Die WM 2026 findet in den USA, Kanada und Mexiko statt. Das klingt großartig. Drei Länder, 16 Stadien, 48 Mannschaften. Das größte Turnier der Geschichte. Und das teuerste – nicht für die FIFA, für die wird es das profitabelste. Teuer für die Fans, die eigentlich der Grund sind, warum das alles existiert.
Premium-Ticket, Platz hinter dem Tor. 150 Dollar Zugfahrt. 15.000 Dollar Visum-Kaution. Die FIFA hat die WM nicht für Fans gebaut – die haben sie als Zielgruppe irgendwo zwischen den Sponsoren-Meetings vergessen.

Premium-Ticket, Platz hinter dem Tor
Californiens Generalstaatsanwalt hat einen Brief an die FIFA geschickt. Das passiert nicht oft. Der Inhalt: Fans, die Premium-Tickets gekauft hatten – also die teuren, die guten – fanden sich hinter den Toren wieder. Ecken. Kurven. Die schlechtesten Plätze im Stadion. Für Premium-Preise.
Das ist kein Versehen. Das ist Verkaufsstrategie. Die FIFA hat mehr Tickets als gute Plätze. Also werden schlechte Plätze als “Premium” vermarktet. Der Generalstaatsanwalt will Erklärungen. Die FIFA wird Erklärungen liefern. Und nichts wird sich ändern.

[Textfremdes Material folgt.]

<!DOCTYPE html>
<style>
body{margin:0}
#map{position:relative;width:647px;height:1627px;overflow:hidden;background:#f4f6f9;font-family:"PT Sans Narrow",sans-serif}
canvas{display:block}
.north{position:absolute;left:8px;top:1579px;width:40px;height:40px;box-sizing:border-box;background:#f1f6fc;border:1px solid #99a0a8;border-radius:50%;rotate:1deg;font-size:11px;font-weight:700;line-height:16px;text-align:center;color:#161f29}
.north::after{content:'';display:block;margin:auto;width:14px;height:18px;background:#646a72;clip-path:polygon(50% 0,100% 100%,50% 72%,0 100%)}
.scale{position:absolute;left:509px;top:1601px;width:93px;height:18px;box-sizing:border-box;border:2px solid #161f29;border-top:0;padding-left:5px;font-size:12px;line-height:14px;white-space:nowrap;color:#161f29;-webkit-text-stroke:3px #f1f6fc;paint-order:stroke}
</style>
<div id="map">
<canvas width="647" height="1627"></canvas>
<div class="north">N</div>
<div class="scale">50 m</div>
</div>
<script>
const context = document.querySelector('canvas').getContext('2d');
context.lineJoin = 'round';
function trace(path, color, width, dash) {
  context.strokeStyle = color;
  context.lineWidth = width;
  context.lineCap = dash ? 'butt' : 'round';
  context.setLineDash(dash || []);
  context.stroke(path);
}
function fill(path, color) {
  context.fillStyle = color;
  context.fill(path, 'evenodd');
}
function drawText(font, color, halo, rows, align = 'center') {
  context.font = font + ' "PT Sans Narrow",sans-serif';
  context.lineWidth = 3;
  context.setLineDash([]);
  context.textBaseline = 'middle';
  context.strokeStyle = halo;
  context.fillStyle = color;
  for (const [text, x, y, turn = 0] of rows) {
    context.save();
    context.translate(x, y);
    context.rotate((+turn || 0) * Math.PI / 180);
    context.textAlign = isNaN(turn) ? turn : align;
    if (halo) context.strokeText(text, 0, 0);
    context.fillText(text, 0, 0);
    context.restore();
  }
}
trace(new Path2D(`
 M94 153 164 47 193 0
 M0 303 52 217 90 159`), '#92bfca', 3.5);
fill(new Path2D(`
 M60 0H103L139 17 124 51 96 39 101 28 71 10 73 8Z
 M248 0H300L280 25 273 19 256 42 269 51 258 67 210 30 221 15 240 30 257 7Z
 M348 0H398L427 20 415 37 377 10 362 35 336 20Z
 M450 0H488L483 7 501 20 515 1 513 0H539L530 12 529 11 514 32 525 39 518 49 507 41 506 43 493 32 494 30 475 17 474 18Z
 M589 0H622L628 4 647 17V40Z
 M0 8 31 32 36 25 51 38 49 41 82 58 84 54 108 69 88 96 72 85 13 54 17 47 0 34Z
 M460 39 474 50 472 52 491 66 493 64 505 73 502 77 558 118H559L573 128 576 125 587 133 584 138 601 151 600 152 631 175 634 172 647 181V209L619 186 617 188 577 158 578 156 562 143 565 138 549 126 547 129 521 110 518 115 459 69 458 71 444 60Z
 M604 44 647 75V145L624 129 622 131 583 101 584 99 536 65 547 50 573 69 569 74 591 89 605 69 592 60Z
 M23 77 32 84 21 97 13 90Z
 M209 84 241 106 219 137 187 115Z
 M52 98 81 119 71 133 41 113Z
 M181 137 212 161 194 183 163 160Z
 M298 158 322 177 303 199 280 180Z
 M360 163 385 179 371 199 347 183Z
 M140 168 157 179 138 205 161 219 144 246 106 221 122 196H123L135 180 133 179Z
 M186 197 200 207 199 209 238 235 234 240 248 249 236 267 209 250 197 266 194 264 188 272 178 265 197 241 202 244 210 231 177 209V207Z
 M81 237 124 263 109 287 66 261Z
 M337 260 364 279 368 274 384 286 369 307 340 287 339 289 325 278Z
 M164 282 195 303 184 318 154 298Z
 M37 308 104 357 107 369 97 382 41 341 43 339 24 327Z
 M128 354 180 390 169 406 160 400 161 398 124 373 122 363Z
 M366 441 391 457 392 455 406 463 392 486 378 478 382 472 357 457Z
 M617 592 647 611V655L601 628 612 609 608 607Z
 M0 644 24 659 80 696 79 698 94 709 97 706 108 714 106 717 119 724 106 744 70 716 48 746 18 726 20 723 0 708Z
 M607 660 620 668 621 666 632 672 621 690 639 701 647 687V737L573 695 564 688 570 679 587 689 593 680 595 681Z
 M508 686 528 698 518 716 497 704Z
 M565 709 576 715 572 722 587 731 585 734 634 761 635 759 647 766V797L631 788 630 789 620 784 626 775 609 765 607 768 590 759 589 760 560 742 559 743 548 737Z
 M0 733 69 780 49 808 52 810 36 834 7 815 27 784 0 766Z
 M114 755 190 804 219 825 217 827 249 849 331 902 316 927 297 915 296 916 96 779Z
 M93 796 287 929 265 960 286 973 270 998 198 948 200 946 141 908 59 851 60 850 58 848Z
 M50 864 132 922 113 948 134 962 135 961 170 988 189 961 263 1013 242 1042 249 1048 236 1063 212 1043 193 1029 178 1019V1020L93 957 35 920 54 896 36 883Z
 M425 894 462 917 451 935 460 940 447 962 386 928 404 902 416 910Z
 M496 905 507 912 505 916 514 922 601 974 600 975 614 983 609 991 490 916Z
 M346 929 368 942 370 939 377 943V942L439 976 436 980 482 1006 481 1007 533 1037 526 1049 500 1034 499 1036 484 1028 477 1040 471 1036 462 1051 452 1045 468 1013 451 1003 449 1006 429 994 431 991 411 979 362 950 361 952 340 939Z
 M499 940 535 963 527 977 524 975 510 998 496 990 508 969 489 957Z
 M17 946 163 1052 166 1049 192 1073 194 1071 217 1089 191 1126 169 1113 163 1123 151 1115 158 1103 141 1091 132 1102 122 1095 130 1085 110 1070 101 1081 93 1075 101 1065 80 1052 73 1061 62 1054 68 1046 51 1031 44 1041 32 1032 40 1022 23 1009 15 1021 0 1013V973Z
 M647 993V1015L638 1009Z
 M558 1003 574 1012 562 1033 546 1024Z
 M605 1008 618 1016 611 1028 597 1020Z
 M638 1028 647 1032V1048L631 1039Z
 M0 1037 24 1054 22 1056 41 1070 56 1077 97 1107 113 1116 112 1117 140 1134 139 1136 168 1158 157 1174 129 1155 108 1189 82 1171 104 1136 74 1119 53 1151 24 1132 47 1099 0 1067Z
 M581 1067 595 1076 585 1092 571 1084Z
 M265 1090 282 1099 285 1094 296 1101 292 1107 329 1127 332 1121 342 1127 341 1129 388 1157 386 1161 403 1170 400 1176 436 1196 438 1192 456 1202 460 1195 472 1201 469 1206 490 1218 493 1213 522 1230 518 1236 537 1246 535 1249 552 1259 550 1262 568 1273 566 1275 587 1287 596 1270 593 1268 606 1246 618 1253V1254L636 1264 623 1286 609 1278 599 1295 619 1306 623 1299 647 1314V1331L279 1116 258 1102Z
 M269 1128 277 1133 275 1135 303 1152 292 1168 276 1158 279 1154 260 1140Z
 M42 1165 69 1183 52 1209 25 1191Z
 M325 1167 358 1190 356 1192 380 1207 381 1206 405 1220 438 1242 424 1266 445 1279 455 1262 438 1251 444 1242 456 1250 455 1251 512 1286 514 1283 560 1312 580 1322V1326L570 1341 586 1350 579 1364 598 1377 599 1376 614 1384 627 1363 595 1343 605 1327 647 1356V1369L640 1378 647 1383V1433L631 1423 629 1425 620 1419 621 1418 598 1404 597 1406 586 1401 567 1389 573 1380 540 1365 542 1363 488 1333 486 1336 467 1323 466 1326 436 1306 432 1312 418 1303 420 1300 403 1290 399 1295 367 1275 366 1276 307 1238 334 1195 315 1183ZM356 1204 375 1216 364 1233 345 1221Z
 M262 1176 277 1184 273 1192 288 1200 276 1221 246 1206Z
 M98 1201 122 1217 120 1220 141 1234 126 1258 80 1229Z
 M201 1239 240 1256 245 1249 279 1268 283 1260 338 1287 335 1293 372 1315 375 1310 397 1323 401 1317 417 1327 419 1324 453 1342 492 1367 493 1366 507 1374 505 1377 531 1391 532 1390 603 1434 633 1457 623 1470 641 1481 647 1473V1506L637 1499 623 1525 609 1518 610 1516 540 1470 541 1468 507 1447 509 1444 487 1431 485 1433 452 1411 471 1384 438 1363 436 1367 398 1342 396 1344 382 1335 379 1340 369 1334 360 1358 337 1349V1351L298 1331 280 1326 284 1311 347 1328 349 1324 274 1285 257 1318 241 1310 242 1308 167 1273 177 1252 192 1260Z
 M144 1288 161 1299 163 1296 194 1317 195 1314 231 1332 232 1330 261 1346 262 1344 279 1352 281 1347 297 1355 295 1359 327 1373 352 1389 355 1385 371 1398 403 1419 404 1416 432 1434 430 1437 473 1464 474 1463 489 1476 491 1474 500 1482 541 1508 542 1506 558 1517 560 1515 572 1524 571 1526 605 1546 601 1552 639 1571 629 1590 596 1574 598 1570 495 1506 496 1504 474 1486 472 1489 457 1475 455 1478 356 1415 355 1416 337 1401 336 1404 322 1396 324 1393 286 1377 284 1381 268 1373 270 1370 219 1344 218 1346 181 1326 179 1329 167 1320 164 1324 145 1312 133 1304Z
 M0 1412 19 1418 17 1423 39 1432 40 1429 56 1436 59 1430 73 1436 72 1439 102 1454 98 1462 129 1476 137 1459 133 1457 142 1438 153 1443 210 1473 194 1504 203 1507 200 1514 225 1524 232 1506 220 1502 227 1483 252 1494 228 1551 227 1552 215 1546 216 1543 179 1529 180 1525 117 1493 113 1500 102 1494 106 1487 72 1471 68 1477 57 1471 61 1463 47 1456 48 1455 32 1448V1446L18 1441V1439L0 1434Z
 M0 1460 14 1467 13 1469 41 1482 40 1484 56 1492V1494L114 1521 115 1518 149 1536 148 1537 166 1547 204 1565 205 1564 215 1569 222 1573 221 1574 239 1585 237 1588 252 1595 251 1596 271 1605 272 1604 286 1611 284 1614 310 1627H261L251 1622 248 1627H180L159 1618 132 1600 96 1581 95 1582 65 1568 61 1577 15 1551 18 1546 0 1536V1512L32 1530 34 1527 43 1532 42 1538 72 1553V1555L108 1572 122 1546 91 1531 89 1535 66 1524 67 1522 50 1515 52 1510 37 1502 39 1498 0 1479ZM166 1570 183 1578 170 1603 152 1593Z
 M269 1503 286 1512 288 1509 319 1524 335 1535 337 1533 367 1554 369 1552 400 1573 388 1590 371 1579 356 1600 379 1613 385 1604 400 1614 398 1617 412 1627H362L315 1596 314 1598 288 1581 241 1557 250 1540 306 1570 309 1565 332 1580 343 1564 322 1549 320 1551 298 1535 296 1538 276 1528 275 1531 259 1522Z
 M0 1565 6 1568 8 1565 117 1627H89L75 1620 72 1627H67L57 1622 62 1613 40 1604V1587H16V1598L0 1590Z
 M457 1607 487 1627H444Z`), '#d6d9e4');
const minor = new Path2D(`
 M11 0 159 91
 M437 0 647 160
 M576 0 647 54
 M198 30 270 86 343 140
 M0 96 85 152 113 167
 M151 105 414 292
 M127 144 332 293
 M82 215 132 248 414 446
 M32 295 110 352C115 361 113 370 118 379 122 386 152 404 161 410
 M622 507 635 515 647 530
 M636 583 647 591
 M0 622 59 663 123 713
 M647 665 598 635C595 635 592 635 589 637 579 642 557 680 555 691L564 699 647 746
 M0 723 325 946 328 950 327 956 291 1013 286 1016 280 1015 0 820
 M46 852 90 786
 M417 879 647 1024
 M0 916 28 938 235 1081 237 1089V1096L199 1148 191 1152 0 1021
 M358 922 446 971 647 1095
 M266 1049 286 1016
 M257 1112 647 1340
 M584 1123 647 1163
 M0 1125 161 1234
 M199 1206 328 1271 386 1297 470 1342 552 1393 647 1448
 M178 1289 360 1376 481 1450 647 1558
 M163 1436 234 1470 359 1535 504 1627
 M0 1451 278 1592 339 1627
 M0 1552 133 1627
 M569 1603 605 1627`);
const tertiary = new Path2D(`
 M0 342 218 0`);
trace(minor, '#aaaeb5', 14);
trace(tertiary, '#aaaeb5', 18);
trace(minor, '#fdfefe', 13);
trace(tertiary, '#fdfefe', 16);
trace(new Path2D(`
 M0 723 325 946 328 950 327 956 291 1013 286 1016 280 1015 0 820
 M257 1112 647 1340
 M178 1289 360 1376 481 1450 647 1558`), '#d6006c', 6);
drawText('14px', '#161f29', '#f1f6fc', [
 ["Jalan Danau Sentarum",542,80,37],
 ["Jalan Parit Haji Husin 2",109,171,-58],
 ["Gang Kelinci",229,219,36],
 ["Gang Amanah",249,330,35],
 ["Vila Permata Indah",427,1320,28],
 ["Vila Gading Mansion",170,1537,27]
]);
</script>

150 Dollar Zugfahrt: Die Infrastruktur als Zusatzticket
Die WM 2026 erstreckt sich über drei Länder und 16 Städte. Fans reisen viel. Und Reisen kostet. In den USA kosten Zugtickets zwischen WM-Städten bis zu 150 Dollar pro Strecke. Dazu kommen Flüge, Hotels, Tagestickets. Wer die WM 2026 als Fan wirklich erleben will, rechnet schnell mit einem Budget im fünfstelligen Bereich.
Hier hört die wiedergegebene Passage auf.